But that wasn't what I wrote.  I agree with you - a contract is a binding agreement.  My point has a good analogy in the old saw about two wolves and a sheep deciding what to have for dinner: rights are not additive.   The rights of the two do not supersede those of the third.  One of the greatest problems with humans is that they do not concur.  Why?  Because they are rotten sumbitches who want what they want, talk a big talk, yet don't walk a step of it when to do so is inconvenient.

----------


## osan

> I'm all for states seceding from the country.  I just don't know if its ever going to happen again.


If the individual is able to secede, then the issue of states' right to secede becomes irrelevant.

----------


## r3volution 3.0

An unlimited right of secession (i.e. down to the individual) means anarchy. 

If you recognize that anarchy is undesirable, you can only support a limited right of secession.

----------


## otherone

> An unlimited right of secession (i.e. down to the individual) means anarchy. 
> 
> If you recognize that anarchy is undesirable, you can only support a limited right of secession.


The inverse is true as well.

----------


## Sonny Tufts

> The bottom line is this: no man holds authority over another.  Unless the other has committed a _bona fide_ crime, which excludes all the synthetic crimes dreamt up from the thin air by men on the basis of their corrupted beliefs and interests, one has no right to interfere in the choices of another.  Authority, as commonly exercised by "government", is nothing better than the threat of the sword against all who fail to comply with the will of human caprice masquerading as valid command.
> 
> Bottom line: the right to secede is an inherent, individual right and not one of an exclusively collective nature.  Indeed, the collective right only exists to the extent of that of each individual in the group in question.  As we all know, or ought to know, rights are not additive.  In a group of three individuals, the concurring opinions of two in accord with their rights to choose and act do not dominate to countervail the right of the third to choose for himself on the issue in question.

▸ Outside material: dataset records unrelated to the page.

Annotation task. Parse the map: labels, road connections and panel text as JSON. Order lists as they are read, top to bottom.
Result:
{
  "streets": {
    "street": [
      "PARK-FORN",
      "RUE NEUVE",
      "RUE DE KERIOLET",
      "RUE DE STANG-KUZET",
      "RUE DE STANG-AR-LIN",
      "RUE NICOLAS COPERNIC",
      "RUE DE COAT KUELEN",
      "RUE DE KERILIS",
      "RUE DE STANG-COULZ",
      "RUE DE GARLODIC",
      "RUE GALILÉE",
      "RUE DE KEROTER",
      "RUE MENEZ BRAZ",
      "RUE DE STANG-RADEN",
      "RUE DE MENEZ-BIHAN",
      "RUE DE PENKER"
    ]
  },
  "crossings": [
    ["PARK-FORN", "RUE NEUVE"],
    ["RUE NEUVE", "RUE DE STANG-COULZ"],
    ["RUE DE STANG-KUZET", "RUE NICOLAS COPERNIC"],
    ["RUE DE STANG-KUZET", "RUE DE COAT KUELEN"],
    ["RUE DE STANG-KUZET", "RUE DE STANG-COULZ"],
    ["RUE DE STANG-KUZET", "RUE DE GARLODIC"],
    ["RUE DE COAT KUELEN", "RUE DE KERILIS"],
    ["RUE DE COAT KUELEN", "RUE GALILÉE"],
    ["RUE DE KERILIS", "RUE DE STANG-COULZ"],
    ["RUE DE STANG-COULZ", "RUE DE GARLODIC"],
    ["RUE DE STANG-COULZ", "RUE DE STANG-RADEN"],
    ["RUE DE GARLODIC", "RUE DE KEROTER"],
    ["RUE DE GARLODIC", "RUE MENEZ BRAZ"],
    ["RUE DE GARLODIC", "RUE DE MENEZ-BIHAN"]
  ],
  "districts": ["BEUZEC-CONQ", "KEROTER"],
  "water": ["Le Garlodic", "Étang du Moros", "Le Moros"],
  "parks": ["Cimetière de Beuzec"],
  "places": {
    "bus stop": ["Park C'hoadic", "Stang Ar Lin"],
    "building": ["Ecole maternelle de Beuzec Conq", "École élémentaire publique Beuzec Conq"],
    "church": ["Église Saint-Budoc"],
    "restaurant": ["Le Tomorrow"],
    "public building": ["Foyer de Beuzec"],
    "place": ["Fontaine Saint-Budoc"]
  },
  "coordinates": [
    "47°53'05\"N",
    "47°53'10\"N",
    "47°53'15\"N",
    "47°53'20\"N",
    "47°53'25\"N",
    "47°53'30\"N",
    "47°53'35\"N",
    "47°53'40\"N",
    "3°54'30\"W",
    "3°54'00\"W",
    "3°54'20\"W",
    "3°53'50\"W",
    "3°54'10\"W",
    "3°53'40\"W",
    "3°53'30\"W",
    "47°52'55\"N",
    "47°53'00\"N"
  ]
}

Sounds like you're gonna need a lot of authority, since someone or some group is going to have to determine what "bona fide crimes" are, whether someone has committed one and, if so, what his punishment will be.  But it seems you're giving the accused a veto power, since the concurring opinions of everyone else won't trump his "right" to negate any one of these determinations.

----------


## osan

> Sounds like you're gonna need a lot of authority, since someone or some group is going to have to determine what "bona fide crimes" are, whether someone has committed one and, if so, what his punishment will be.  But it seems you're giving the accused a veto power, since the concurring opinions of everyone else won't trump his "right" to negate any one of these determinations.


Your point it well taken and had not escaped my notice in the past.  It is, however, the product of false assumptions, the primary one being that justice is more important than freedom.

There are no guarantees in life.  $#@! happens, and sometimes there is no recompense.  I am of the school, the mind of which prefers every criminal go free than a single innocent be falsely punished.

So tell us, which would you prefer?

The veto power of the individual is preferable to the tyranny of the wad, at least to me.  The world is not going to be perfect by any far stretch, no matter what one does.  I therefore prefer the imperfection of freedom to that of tyranny.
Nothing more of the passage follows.